UTF-8

© nemo 2010-2022

These are Beta releases of parts of the UTF-8 support for RISC OS 3 and later

They are for testing and evaluation purposes only, and NOT FOR DISTRIBUTION (yet)

Unless you are a software author the contents of this page are unlikely to be particularly useful to you at the moment

Available for evaluation:

Complete:

Nearly finished:

UTF8Alphabet

This module provides the UTF-8 alphabet, together with some Asian countries, ISO3316-1 country codes, IETF country and language codes, and Unicode tables for versions of the OS that do not have them built-in.

It also implements the *FallbackAlphabet command used to control fallback behaviour when operating in the UTF-8 alphabet, and *MasterCountry to allow the legacy pseudo-countries to behave sensibly with newer APIs.

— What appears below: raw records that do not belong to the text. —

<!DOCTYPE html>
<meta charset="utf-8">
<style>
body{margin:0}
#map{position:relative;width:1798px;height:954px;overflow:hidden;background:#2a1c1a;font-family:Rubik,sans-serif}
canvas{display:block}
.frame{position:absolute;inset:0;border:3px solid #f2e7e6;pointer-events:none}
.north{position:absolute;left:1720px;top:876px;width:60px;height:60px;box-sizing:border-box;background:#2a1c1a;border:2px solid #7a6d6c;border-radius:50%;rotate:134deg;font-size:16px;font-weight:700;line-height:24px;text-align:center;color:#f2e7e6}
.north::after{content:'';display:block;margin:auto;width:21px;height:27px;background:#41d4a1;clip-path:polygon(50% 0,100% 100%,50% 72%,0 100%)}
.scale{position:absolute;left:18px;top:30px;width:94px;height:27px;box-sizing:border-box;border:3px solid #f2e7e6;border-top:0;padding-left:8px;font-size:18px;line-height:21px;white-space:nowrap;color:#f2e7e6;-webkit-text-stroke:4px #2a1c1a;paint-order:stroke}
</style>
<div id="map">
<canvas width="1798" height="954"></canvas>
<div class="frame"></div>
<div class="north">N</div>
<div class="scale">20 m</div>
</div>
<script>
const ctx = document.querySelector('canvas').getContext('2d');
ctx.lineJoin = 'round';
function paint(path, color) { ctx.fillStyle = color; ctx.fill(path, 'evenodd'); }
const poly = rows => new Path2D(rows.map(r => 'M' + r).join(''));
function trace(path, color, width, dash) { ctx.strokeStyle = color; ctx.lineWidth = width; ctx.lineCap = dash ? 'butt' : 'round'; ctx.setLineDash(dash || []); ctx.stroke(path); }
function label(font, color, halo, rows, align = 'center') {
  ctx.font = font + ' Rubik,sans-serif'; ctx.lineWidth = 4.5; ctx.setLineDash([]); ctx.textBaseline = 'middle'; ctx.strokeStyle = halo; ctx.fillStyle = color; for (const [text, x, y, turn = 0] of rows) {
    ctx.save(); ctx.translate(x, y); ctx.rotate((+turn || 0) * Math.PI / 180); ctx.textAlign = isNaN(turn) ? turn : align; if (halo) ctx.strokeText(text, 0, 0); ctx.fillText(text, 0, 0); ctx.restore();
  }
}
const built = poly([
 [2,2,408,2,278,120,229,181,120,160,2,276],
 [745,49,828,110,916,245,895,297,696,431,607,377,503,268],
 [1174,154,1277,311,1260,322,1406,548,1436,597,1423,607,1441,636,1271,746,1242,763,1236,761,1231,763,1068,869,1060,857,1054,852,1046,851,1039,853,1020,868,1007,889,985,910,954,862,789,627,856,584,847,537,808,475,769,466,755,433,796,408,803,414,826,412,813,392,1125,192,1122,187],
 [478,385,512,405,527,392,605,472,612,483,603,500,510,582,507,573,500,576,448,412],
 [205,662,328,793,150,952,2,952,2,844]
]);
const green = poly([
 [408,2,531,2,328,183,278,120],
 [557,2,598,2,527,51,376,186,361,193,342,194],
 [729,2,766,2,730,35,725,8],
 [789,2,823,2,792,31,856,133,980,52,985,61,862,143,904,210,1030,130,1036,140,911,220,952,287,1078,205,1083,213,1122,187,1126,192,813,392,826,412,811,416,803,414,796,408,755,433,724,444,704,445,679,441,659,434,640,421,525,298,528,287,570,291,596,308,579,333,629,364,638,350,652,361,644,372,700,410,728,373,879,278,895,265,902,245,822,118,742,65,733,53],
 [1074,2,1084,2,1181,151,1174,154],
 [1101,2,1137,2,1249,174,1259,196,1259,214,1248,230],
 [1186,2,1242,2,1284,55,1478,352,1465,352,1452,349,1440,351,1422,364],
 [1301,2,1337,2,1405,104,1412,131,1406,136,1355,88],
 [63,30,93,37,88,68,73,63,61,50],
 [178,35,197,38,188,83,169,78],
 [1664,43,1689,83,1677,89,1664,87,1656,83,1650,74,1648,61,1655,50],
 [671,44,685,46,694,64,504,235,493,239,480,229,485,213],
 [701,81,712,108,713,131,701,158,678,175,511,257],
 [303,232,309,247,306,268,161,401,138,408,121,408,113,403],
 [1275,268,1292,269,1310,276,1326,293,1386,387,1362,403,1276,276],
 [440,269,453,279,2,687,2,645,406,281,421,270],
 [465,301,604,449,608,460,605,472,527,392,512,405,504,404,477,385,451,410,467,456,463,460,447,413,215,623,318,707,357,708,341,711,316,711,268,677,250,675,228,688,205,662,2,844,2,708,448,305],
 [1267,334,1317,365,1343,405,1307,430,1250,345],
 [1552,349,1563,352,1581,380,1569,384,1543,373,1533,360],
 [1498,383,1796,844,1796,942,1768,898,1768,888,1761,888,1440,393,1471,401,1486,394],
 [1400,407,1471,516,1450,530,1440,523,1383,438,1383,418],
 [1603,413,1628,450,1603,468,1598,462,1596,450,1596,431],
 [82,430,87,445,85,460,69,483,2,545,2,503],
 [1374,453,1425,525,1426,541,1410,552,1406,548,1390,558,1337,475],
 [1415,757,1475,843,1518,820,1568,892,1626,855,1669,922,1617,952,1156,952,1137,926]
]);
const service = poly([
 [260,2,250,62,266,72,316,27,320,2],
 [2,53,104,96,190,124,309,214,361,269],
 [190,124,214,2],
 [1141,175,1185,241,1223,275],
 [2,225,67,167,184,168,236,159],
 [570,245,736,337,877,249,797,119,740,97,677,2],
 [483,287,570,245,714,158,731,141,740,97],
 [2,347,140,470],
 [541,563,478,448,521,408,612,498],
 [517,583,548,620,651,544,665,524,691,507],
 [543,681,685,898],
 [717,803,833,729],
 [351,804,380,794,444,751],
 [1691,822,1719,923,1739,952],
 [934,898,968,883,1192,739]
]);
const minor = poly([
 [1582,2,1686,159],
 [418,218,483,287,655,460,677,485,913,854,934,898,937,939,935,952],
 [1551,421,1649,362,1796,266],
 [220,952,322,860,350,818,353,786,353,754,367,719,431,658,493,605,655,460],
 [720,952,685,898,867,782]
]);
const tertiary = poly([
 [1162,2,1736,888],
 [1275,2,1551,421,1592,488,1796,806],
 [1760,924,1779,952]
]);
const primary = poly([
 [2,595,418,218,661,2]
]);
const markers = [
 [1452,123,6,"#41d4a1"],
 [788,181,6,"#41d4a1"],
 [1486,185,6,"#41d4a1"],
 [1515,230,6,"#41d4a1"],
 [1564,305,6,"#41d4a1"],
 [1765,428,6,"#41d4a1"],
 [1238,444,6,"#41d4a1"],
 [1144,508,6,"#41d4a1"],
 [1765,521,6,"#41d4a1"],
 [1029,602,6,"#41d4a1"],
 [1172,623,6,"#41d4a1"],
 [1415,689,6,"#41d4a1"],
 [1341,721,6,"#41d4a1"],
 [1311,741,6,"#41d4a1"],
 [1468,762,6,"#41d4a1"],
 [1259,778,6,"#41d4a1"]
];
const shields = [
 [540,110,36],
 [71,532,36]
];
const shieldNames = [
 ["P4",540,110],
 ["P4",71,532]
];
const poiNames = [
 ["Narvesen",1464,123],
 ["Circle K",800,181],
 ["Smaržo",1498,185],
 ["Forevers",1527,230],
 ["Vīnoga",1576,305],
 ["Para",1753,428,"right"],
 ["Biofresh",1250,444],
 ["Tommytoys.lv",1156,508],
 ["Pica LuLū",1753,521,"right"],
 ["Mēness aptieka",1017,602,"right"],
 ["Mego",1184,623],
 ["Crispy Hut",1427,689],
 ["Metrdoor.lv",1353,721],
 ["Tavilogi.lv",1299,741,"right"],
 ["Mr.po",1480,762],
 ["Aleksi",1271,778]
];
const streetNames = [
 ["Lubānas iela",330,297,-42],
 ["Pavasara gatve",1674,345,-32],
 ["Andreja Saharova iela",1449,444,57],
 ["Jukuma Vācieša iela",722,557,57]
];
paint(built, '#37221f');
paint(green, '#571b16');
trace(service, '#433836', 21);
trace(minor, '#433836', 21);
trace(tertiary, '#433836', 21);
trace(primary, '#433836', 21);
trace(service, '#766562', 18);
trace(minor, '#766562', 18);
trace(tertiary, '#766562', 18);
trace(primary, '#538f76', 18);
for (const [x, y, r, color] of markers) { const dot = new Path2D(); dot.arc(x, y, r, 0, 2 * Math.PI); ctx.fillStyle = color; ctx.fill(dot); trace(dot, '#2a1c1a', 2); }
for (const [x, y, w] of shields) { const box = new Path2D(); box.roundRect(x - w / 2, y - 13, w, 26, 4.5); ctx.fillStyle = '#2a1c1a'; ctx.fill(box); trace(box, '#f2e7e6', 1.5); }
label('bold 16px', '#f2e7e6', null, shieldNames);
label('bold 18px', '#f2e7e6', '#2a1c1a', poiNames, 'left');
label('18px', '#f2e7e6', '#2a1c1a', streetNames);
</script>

The zip file above contains an extensive ReadMe I will not duplicate here. In particular it documents Service_International 260, 264, 268, 276, 280 and 284.

Here’s the changelog:

; 1.00 (08 Apr 2018) First version
; 1.01 (06 May 2018) All the ISO3316-1 codes for &43,9
; 1.02 (07 May 2018) All the Unicodes for the RO4 alphabets, plus
; &43,260 to set fallback alphabet (and 264 to read)
; *FallbackAlphabet implemented - is this the right place?
; 1.03 (21 May 2018) Also defines fallback chr set for UTF-8. Plus "None".
; 1.04 (21 May 2018) Adds 'Auto', and reuses NameToNum.
; 1.05 (21 May 2018) Fix for 5.24 move of Serv_SysChains. :-[
; 1.06 (22 Apr 2019) Fix for BFont Unicodes, and correct ISO3166-1 'gb' code
; Configurable code for Master & Compact 'territories'
; 1.07 (31 Aug 2019) &43,268 to notify/read alphabets
; 1.08 (05 Sep 2019) Revert to "uk" instead of "gb", &43,276 & 280
; Also noticed it was terminating names, which is wrong
; UniTables and SI268 removed as build options - always on
; 1.09 (15 Sep 2019) SpriteOp,51 intercepted when alphabet is UTF-8
; 1.10 (22 Jan 2020) Prevent reinstantiation, implemented &43,280. SpriteOp
; greatly improved, and compatibility with Print Drivers.
; 1.11 (03 Mar 2020) NotifyChange uses configured Fallback unless it's Auto
; when it uses the actual Fallback instead. Bugfix in
; &43,268,0 which was returning Fallback only. D'oh.
; Unbelievably wasn't reading current Alpha on Init. >8-(
; Correction to length of Welsh IETF name.
; 1.12 (11 Aug 2020) Aaaargh. Unicode tables need to be invariant, so we
; must cache them all separately.
; 1.13 (22 Sep 2020) Disable the SpriteOp for now (breaks UniEdit). Needs
; WrchV support which isn't enabled yet.
; Add *MasterCountry [UNALLOCATED]
; 1.14 (01 Nov 2020) Fix for Russia2 IETF language, Canada's is deliberately
; wrong - should be mixed English/French, but I've made it
; Inuktitut tee hee.
; 1.20 (26 Apr 2021) Fixes TerritoryManager too. Wimp task. Major update.
; 1.21 (27 May 2021) Bugfix to callback
; 1.22 (11 Jun 2021) Bugfix to Wimp version, workspace alignment and
; Fallback overwrite.
; 1.23 (07 Jul 2021) Correction to BFont Åå
; 1.24 (06 Sep 2021) Handle Byte70 and Byte240 too. Though there's code here
; to make Master Alphabet follow MasterCountry, that's
; not the right thing to do so it's disabled.
; 1.25 (08 Sep 2021) Fixes to ja,el,pl,sk,ru-cyrl2,IN,KR,LK.
; 1.26 (01 Dec 2021) Use of ADRPC instead of ADR for tail-calls.
; 1.27 (05 Mar 2022) High-vector compatible ServiceCall furtling. en-CY(!)
; 1.28 (16 Jul 2022) Correction to Belgium (Dutch, not French)

Elastic

0.07 (02 Jun 2018) Full range of Unicode zero-width characters suppressed.

This is an interesting text utility, somewhat like *Print, that implements Elastic Tabstops for text files containing tab characters.

It is also UTF-8 aware, and performs its tab expansion and formatting correctly when running under the UTF-8 alphabet, and also implements some special behaviour for particular Unicode characters.

NOTE HOWEVER that you will need UTF-8 support in your TaskWindow application or at the command line for the results to display correctly (when using UTF-8). If you understand UTF-8 sequences you will be able to confirm that the results are correct, I hope. Command line UTF-8 support will be released separately.

The zip file above contains a ReadMe and some example files, some of which feature UTF-8.